I wish I knew this earlier in my career because it would have released—I would fade in and out of this surrendered leader. I was right there with the quarter ending, "Hey, let's go, let's sell." I've let go more people than I care to. I always did it with love, gratitude, and abundance, but I wish along that journey I would have been able to say, "I'm going to go into this conversation with Suzanne. Let me understand what she's going through." As opposed to, "You're not hitting the number. It's pretty cut and dry."
Lee Levitt: I did some personal development work years ago, and one of the core tenets of that work is: Complete, whole, and perfect. Telling yourself that you are complete, whole, and perfect as you are. I remind myself of that on a regular basis.
Joe, you were talking about that arc—everybody is just who they are. You see a squeegee man on the street in New York and you go, what's the difference between him and me? I'm driving around in a German sedan and he's hoping to get 50 cents to wash the windshield.
What's the difference? Well, the difference might be that he had a medical expense that caused him to be homeless.
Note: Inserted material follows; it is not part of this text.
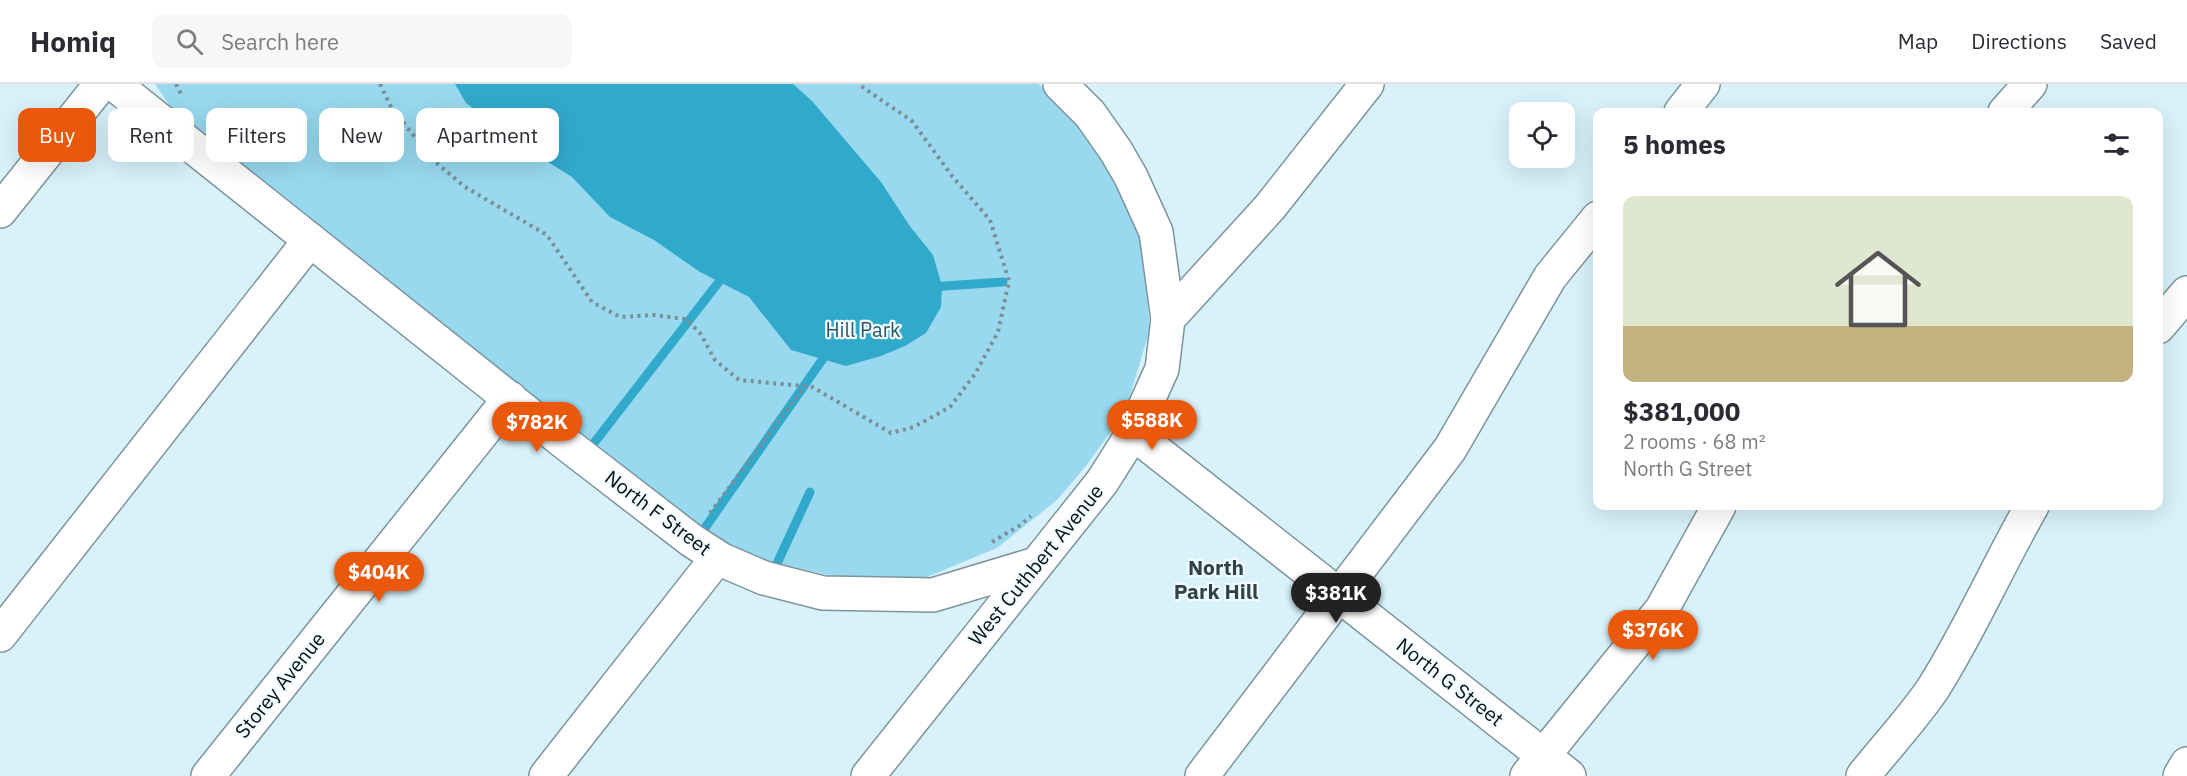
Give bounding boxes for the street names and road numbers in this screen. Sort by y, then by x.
street label: North F Street [600,464,717,561]
street label: West Cuthbert Avenue [962,478,1109,651]
street label: Storey Avenue [228,626,331,743]
street label: North G Street [1391,631,1510,732]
He might have taken medicine for something that caused him to be addicted. We tend to look at people who don't look like us and stick our nose up at them. One, that could be us tomorrow. And two, more importantly, they are us.
Joe Terry: Yes. All God's creatures are special. None of God's creatures are special. They are us. We are connected.
Lee Levitt: What this brings up for me, Joe, is that to really be effective—and by being effective, I mean being a servant—you have to be humble. You can't walk into a meeting with an executive and say, "Well, I'm going to show you." I'm here to serve you. I'm here to help you. And I don't have all the right answers. And you don't have all the right answers. As Gerhard Gschwandtner says, let's co-create something.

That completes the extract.